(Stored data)
┏━━

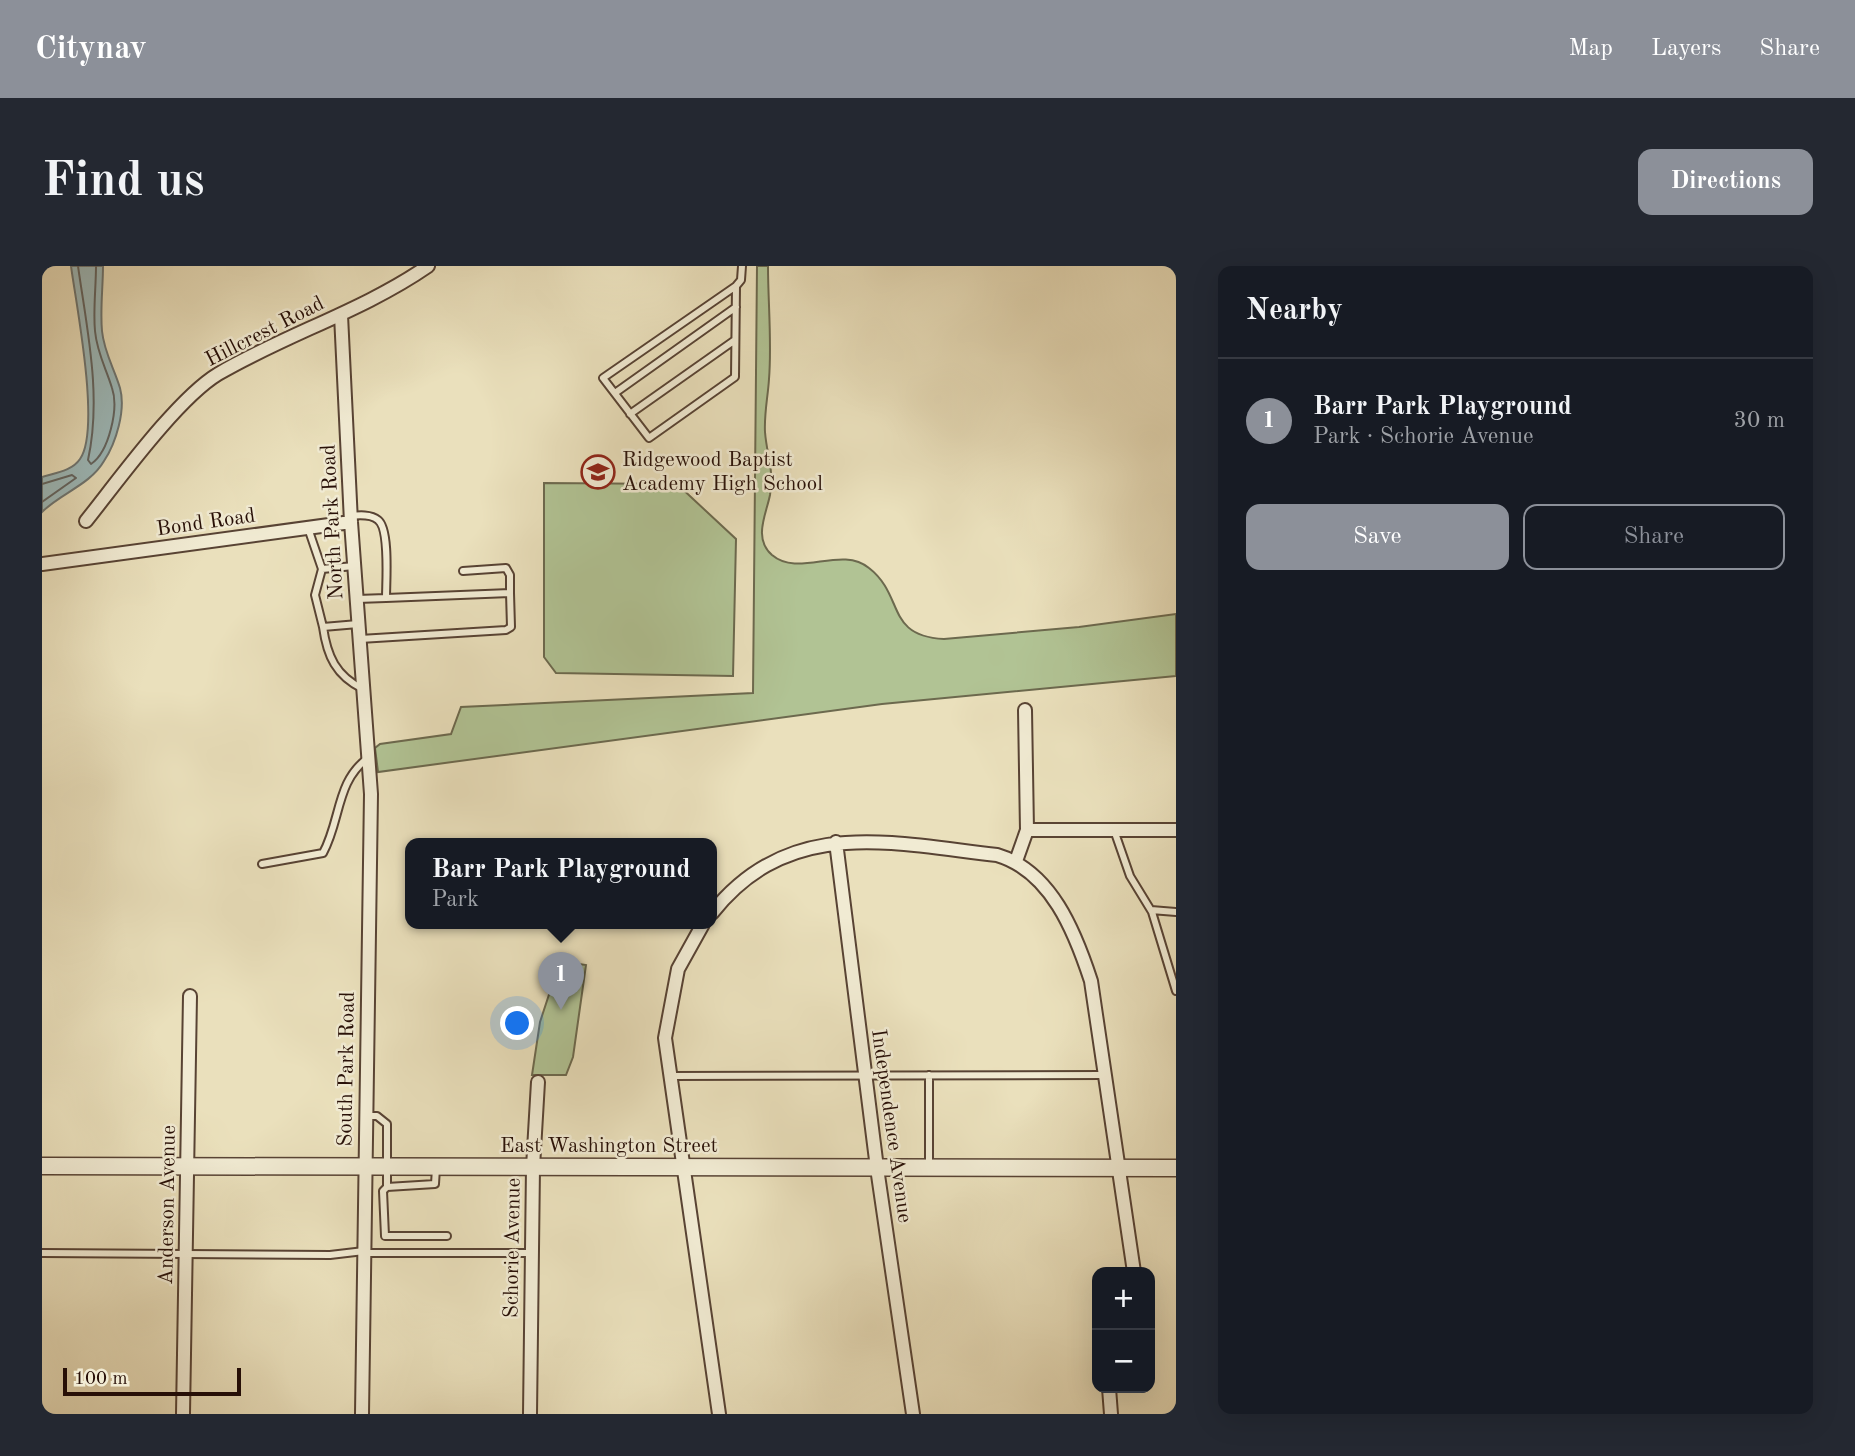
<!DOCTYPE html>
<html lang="en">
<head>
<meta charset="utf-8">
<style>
	body { margin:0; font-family:"Old Standard TT",serif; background:#242831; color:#f1f3f6 }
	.controls { position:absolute; right:21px; bottom:21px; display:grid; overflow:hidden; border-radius:14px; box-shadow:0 7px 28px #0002 }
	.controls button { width:63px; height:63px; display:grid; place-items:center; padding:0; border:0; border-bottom:2px solid #363941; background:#171b24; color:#f1f3f6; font:35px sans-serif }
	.scale { position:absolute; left:21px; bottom:18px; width:178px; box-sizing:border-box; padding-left:7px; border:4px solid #270f07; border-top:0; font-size:19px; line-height:24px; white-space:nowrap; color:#270f07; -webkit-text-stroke:5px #f1ebd3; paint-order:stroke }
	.you { position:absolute; left:476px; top:758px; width:24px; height:24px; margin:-18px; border:5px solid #fff; border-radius:50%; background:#1a73e8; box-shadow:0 0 0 10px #1a73e833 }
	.badge { display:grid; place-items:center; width:46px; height:46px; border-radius:50%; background:#8c9099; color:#fff; font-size:23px; font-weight:700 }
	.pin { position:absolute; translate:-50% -58px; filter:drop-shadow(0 2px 4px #0008) }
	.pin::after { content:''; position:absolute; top:37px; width:24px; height:21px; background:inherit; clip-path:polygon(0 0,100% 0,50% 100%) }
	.popup { position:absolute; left:363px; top:572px; width:312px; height:91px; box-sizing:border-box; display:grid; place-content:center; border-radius:14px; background:#171b24; filter:drop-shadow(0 2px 5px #0005); font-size:23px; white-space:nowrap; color:#9ea1a6 }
	.popup b { font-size:26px; color:#f1f3f6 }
	.popup::after { content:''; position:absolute; left:50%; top:100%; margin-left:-14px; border:14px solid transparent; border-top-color:#171b24 }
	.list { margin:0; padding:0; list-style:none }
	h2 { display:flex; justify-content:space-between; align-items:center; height:91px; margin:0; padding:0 28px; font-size:30px }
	h2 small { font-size:23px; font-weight:400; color:#9ea1a6 }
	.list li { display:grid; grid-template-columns:46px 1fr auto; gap:21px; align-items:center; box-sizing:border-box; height:126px; padding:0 28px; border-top:2px solid #363941 }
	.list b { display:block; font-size:26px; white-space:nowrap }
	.list p { margin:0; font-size:23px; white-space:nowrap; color:#9ea1a6 }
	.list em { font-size:23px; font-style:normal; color:#9ea1a6 }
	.actions { display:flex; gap:14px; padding:21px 28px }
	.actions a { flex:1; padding:16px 0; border:2px solid #8c9099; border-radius:14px; text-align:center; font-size:24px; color:#8c9099 }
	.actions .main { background:#8c9099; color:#fff }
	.map { position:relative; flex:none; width:1134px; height:1148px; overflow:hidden; border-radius:14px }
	header { display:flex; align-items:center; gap:42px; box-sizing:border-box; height:98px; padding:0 35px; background:#8c9099; color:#fff }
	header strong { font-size:33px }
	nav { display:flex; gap:38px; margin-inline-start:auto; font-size:24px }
	.intro { display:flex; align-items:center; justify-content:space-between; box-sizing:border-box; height:168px; padding:0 42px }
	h1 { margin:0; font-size:49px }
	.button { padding:18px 32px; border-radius:14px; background:#8c9099; color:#fff; font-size:24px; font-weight:700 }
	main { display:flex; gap:42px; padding:0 42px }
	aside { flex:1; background:#171b24; border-radius:14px; box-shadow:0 7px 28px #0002 }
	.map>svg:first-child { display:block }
	.green { fill:#b1c394; stroke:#6c694e; stroke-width:2 }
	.water { fill:#9dbabb; stroke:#6e7673; stroke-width:2 }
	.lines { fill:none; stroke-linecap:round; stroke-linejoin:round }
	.shore { stroke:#626461; stroke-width:2 }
	.service-casing { stroke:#584334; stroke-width:10 }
	.minor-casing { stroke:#584334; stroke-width:16 }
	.tertiary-casing { stroke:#584334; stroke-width:19 }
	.service { stroke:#f1ebd3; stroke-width:6 }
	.minor { stroke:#f1ebd3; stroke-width:12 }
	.tertiary { stroke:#f1ebd3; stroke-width:16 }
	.labels { text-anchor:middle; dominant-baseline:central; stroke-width:5; stroke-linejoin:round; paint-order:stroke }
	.street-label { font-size:21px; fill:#270f07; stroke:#f1ebd3 }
	.poi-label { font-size:21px; fill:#270f07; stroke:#f1ebd3; text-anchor:start }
</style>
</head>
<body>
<header>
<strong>Citynav</strong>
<nav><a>Map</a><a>Layers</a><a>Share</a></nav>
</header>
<div class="intro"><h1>Find us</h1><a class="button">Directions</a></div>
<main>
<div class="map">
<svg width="1134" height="1148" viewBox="0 0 1134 1148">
	<rect width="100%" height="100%" fill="#eae0bc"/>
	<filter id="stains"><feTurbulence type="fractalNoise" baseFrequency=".00286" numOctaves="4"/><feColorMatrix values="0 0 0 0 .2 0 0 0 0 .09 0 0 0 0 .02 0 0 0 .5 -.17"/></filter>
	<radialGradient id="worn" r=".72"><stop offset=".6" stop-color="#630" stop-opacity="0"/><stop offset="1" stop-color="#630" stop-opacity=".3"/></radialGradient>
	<!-- green -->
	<path class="green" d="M715,0H726C726,37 730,76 727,113C726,130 722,148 723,166C725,191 732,201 728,229C724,249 711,272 730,289C757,312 799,279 827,302C863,330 843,370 902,373L1037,361L1134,348V410L840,438L336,506L333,482L338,478L409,468L419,441L711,427Z
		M502,217L635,218L694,273L691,410L514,407L502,391Z
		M518,695L544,699L531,791L524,809H490L498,756Z"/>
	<!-- water -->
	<path class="water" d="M29,0H61C61,21 58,44 60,65C62,86 72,102 78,122C84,144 74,177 62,195C48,219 19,227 0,246V211C13,207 30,205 38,193C59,163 34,38 29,0Z"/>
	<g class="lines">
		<!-- shore -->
		<path class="shore" d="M36,0C45,64 60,130 46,194L49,198C67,186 77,142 70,122C64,102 55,87 53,65C51,45 54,21 54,0
			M0,218L30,209L34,212L0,236"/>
		<defs>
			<path id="service" d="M694,20L561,112L607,172L693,111L694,20L699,14L700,0
				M573,127L694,41
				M588,148L693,74
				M308,250C317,249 329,248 336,254C348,263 344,316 344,332L315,333
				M266,262L280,303
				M421,305L464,302L468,309V327
				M316,358L281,361C285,390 294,410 321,423
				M281,361L273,329L280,303L312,300
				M318,373L464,364L469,361L468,327L344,332
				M1072,564L1088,610L1110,646L1134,725
				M220,598L281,587C299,554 294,515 326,492
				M1109,644L1134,646
				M887,809V900
				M628,810L1063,809
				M325,850H335L345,858V921L393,918L394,902
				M345,921L341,925L343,970H405
				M0,987L288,989L322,985
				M322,987H490"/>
			<path id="minor" d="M299,49L309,256L329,528L320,1148
				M44,255C76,215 135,133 176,108C244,68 321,45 386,0
				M0,298L309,256
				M985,564H1134
				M794,576L835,902L871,1148
				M974,595L985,564L983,444
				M670,647C747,550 848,577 955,589C1009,605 1033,666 1049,715L1092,1006
				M661,658L636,703L623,772L677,1148
				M1067,1122L1069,1148
				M141,1148L148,730
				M488,1148L491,901L496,816"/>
			<path id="tertiary" d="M0,900L1134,902"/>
		</defs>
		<!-- service casing -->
		<use href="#service" class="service-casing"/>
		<!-- minor casing -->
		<use href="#minor" class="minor-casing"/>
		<!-- tertiary casing -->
		<use href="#tertiary" class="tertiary-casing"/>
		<!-- service -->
		<use href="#service" class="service"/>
		<!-- minor -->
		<use href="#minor" class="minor"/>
		<!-- tertiary -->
		<use href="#tertiary" class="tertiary"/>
	</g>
	<!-- icons -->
	<defs>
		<symbol id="school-ring" viewBox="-11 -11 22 22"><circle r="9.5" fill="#f1ebd3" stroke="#8f2418" stroke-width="1.5"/><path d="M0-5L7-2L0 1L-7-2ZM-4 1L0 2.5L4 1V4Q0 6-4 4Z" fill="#8f2418"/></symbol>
	</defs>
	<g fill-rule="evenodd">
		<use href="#school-ring" x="537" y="187" width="38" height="38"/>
	</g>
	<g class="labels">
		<!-- street labels -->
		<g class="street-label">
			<text transform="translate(223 66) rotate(-27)">Hillcrest Road</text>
			<text transform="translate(291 256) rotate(-93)">North Park Road</text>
			<text transform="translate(164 257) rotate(-8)">Bond Road</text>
			<text transform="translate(305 803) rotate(-89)">South Park Road</text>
			<text transform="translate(849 860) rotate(82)">Independence Avenue</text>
			<text x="567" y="880">East Washington Street</text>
			<text transform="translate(126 939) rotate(-89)">Anderson Avenue</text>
			<text transform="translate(471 982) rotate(-89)">Schorie Avenue</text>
		</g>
		<!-- poi labels -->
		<g class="poi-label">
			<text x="580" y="194">Ridgewood Baptist<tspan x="580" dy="24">Academy High School</tspan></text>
		</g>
	</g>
	<rect width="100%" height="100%" filter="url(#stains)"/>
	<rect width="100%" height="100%" fill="url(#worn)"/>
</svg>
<div class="controls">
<button>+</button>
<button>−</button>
</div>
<div class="scale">100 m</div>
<div class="you"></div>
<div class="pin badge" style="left:519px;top:744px">1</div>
<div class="popup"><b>Barr Park Playground</b>Park</div>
</div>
<aside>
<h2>Nearby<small></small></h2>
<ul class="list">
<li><span class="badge">1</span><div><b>Barr Park Playground</b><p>Park · Schorie Avenue</p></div><em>30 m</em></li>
</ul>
<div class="actions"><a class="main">Save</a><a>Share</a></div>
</aside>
</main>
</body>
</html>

┗━━

All lines with the word "list" need to be copied from the data above.

	.list { margin:0; padding:0; list-style:none }
	.list li { display:grid; grid-template-columns:46px 1fr auto; gap:21px; align-items:center; box-sizing:border-box; height:126px; padding:0 28px; border-top:2px solid #363941 }
	.list b { display:block; font-size:26px; white-space:nowrap }
	.list p { margin:0; font-size:23px; white-space:nowrap; color:#9ea1a6 }
	.list em { font-size:23px; font-style:normal; color:#9ea1a6 }
<ul class="list">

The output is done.